Plane potential flows allows us to approximate the streamlines of a fluid flow. It does this by using Laplace’s equations to determine the basic velocity potentials and stream functions for simple irrotational flows. In turn, these basic velocity potentials and stream functions are combined to determine the streamlines of more complex flows. This was shown for flow over a half body in the previous article. However, a half body is only a partial result showing how the flow behaves when it first encounters a body. In order to see how the flow would behave going over a complete body a Rankine oval would needs to be used.

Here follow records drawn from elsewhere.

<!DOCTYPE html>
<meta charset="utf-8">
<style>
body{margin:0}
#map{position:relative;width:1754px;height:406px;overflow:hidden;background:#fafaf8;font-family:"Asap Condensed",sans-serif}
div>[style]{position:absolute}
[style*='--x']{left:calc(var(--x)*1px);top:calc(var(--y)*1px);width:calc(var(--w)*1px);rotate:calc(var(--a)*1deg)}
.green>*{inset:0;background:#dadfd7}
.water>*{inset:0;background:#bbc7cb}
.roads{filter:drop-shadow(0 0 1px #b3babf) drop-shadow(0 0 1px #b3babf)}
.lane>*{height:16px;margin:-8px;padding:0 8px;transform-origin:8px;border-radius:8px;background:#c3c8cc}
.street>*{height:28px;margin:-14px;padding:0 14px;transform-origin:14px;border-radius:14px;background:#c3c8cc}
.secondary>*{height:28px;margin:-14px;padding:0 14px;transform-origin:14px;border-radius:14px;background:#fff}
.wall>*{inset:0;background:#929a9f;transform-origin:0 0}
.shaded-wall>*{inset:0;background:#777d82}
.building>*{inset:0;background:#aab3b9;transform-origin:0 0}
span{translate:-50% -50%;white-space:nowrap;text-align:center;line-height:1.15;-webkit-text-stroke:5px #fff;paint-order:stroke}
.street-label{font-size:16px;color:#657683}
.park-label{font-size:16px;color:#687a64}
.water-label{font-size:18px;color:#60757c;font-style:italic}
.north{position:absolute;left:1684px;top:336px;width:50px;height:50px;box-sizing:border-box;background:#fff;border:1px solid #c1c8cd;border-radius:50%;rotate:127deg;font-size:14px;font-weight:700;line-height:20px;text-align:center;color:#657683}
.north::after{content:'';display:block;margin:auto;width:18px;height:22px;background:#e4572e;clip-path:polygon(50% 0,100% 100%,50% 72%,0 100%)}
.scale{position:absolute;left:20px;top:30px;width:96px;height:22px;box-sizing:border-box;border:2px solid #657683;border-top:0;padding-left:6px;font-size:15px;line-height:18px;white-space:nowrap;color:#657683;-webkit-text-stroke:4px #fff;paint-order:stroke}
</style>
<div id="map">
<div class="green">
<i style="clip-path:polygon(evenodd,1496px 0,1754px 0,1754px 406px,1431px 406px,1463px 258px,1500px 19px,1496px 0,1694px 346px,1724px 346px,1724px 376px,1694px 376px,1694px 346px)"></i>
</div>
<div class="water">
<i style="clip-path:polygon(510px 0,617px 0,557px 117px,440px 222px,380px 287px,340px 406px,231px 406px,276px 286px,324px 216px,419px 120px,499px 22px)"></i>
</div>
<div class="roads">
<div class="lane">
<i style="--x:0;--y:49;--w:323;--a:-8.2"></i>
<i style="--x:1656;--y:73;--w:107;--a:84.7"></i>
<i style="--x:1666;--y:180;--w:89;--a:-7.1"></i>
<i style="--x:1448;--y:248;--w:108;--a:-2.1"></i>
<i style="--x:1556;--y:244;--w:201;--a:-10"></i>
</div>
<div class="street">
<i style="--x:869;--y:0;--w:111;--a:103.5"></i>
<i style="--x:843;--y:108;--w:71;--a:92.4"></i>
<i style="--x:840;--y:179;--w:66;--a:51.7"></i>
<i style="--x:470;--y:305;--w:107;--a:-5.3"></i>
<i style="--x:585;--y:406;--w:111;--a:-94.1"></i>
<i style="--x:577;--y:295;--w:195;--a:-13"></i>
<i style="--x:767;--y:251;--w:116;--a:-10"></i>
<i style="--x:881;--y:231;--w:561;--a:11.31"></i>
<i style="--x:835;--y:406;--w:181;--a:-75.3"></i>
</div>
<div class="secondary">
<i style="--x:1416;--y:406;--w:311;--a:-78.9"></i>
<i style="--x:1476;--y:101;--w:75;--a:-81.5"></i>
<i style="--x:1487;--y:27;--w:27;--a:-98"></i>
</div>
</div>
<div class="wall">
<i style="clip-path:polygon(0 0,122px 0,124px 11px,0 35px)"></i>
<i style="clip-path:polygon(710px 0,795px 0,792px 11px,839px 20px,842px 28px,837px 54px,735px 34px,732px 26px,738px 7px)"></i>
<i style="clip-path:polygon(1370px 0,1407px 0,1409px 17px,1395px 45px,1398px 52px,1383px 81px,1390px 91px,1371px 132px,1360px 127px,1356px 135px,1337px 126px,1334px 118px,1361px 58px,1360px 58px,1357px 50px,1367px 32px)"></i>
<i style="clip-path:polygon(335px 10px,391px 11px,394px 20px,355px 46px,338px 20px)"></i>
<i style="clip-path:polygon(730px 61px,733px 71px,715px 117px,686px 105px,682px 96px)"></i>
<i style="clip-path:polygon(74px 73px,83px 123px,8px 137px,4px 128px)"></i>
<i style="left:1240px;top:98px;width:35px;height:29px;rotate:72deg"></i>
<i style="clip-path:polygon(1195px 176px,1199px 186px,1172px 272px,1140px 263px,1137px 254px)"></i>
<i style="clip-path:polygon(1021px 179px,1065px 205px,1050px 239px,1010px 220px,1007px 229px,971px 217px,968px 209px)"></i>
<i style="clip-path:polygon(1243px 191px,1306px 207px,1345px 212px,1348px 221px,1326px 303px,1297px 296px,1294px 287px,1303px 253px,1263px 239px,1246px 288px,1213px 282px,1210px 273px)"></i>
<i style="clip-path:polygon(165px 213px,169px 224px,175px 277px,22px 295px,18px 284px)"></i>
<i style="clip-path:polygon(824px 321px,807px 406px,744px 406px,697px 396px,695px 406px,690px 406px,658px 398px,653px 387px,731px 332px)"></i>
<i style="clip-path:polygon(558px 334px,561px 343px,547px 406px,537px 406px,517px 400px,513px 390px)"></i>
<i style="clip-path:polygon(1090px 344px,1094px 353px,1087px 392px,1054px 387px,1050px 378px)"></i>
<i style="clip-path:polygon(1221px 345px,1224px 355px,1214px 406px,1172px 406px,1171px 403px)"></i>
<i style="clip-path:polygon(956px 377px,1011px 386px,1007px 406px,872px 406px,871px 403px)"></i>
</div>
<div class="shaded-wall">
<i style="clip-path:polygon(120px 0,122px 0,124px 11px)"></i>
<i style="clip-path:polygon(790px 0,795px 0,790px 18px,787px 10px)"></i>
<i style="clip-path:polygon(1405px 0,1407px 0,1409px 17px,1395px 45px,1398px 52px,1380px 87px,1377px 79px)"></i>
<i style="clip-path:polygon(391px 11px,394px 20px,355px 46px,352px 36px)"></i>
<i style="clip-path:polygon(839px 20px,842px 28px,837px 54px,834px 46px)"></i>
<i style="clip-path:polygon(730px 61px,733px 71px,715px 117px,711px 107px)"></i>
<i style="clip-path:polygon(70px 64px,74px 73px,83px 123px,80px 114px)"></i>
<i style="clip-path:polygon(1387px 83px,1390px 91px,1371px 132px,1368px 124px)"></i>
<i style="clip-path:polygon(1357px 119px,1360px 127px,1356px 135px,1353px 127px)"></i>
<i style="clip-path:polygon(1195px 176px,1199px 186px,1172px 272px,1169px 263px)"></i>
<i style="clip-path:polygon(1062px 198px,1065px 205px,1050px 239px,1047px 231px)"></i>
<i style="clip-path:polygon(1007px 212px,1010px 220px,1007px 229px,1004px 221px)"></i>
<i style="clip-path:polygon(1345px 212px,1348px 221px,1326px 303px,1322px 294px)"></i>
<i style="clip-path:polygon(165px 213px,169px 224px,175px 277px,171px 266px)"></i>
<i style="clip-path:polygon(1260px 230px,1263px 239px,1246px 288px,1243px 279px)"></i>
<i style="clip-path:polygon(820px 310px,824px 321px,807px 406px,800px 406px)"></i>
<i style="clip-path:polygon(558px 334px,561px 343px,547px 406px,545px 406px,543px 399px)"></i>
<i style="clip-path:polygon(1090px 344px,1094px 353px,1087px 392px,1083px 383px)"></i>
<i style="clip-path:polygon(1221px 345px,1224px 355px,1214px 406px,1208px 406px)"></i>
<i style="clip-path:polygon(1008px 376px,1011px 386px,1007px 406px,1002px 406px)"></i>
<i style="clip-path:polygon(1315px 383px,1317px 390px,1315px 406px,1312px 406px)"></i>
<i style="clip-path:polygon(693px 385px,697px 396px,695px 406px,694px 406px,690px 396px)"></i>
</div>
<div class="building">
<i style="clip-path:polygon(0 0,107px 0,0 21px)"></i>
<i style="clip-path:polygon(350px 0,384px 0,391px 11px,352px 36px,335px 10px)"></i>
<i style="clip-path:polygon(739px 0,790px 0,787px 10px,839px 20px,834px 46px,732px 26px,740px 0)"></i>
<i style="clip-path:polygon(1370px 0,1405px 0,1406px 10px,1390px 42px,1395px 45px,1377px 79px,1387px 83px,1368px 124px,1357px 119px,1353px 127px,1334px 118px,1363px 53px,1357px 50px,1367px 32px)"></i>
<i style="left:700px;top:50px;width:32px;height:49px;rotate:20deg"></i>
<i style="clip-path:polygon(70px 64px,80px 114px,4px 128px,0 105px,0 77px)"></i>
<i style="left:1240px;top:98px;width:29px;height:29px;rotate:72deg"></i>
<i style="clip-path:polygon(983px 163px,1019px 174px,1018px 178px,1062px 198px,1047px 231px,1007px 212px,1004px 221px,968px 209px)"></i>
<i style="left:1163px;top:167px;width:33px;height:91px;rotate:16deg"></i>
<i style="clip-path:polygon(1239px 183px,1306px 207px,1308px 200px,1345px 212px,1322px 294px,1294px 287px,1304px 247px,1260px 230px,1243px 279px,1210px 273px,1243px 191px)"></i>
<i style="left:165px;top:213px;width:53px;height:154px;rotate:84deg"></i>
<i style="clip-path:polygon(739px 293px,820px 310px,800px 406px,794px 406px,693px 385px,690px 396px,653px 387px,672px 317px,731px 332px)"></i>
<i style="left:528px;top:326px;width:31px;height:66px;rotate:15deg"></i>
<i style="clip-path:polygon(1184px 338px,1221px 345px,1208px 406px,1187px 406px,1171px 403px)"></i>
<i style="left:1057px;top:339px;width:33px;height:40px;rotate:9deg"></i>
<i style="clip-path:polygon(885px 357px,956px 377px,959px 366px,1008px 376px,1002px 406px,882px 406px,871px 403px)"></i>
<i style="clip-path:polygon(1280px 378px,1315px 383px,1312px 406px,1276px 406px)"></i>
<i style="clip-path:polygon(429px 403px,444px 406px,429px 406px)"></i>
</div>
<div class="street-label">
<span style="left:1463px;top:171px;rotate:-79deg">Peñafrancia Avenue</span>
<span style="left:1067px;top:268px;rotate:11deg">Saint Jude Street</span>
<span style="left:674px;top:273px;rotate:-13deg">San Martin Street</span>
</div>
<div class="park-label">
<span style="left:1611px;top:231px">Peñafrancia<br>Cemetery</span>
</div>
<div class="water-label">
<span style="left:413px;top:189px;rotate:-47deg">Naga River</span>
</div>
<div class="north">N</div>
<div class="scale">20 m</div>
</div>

First, when we looked at a half body we combined a uniform flow with a source. However, in order to determine the flow around a closed body we will need to add a sink. In turn, this will create a doublet between the source and the sink. For this article the source and the sink will have equal strength. For this type of situation the following stream function “$ψ$” and velocity potential “$Φ$” will be used.
( Eq 1) $ψ=Ur~sin~θ-\frac{m}{2π}(θ_1-θ_2)$
(Eq 2) $Φ=Ur~cos~θ-\frac{m}{2π}(ln~r_1-ln~r_2)$
The image above visually represents the flow over a Rankine oval. As mentioned earlier, in order to solve this type of problem, you use a doublet combined with a uniform flow. In turn, the stream function can be written as the following.
(Eq 3) $ψ=Ur~sin~θ-\frac{m}{2π}~tan^{-1}~\left(\frac{2ar~sin~θ}{r^2-a^2}\right)$
or
(Eq 4) $ψ=Uy-\frac{m}{2π}~tan^{-1}~\left(\frac{2ay}{x^2+y^2-a^2}\right)$
In order to obtain a streamline $ψ$ will need to be set to a constant. As a result, if $ψ=0$ than a closed body will form. This is seen in the image above. In turn, the flow that is emanating from the sources is flowing into the sink. The oval shape that results is called a Rankine oval.
Half Length and Half Width
When analyzing a Rankine oval there will be two stagnation points. One stagnation point is caused by the sources, while the other is caused by the sink. In turn, the stagnation points will occur where the uniform velocity, source velocity, and sink velocity combine to equal a zero velocity. As a result the location of the stagnation points will be depend on the values of $a$, $m$, and $U$. Determining where the stagnation points are will allow you to define the body half-length $l$. To find the body half length the following equations will be used.
(Eq 5) $l=\left(\frac{ma}{πU}+a^2\right)^{1/2}$
or
(Eq 6) $\frac{l}{a}=\left(\frac{ma}{πUa}+1\right)^{1/2}$
Next, the body half-width $h$ of the Rankine oval needs to be determined. For the figure above, this is found by determining the value of $y$ where the y-axis intersect the $ψ=0$ streamline. Thus, for $ψ=0$, $x=0$ and $y=h$ the body’s half width is determined using the following equations.
(Eq 7) $h=\frac{h^2-a^2}{2a}~tan~\frac{2πUh}{m}$
or
(Eq 8) $\frac{h}{a}=\frac{1}{2}\left[\left(\frac{h}{a}\right)^2-1\right]~tan~\left[2\left(\frac{πUa}{m}\right)\frac{h}{a}\right]$
In turn, both the half-length and half-width are functions of the dimensionless parameter $πUa/m$. Hence, a large variety of body shapes that have different length to width ratios can be determined through different values of $Ua/m$. As a result, larger values of $Ua/m$ will result in a long slender body, while small values will result in a blunt shape.
Finally, when you are looking a Rankine oval, the surface pressure will increase with distance along the surface from the point downstream from the maximum body width. This is known as an adversed pressure gradient. In turn, this will typically result in a flow separation from the surface resulting in large low pressure wake. However, when the potential theory is used separation is not predicted. Hence, Rankine ovals will only provide a reasonable approximation outside the viscous boundary layer.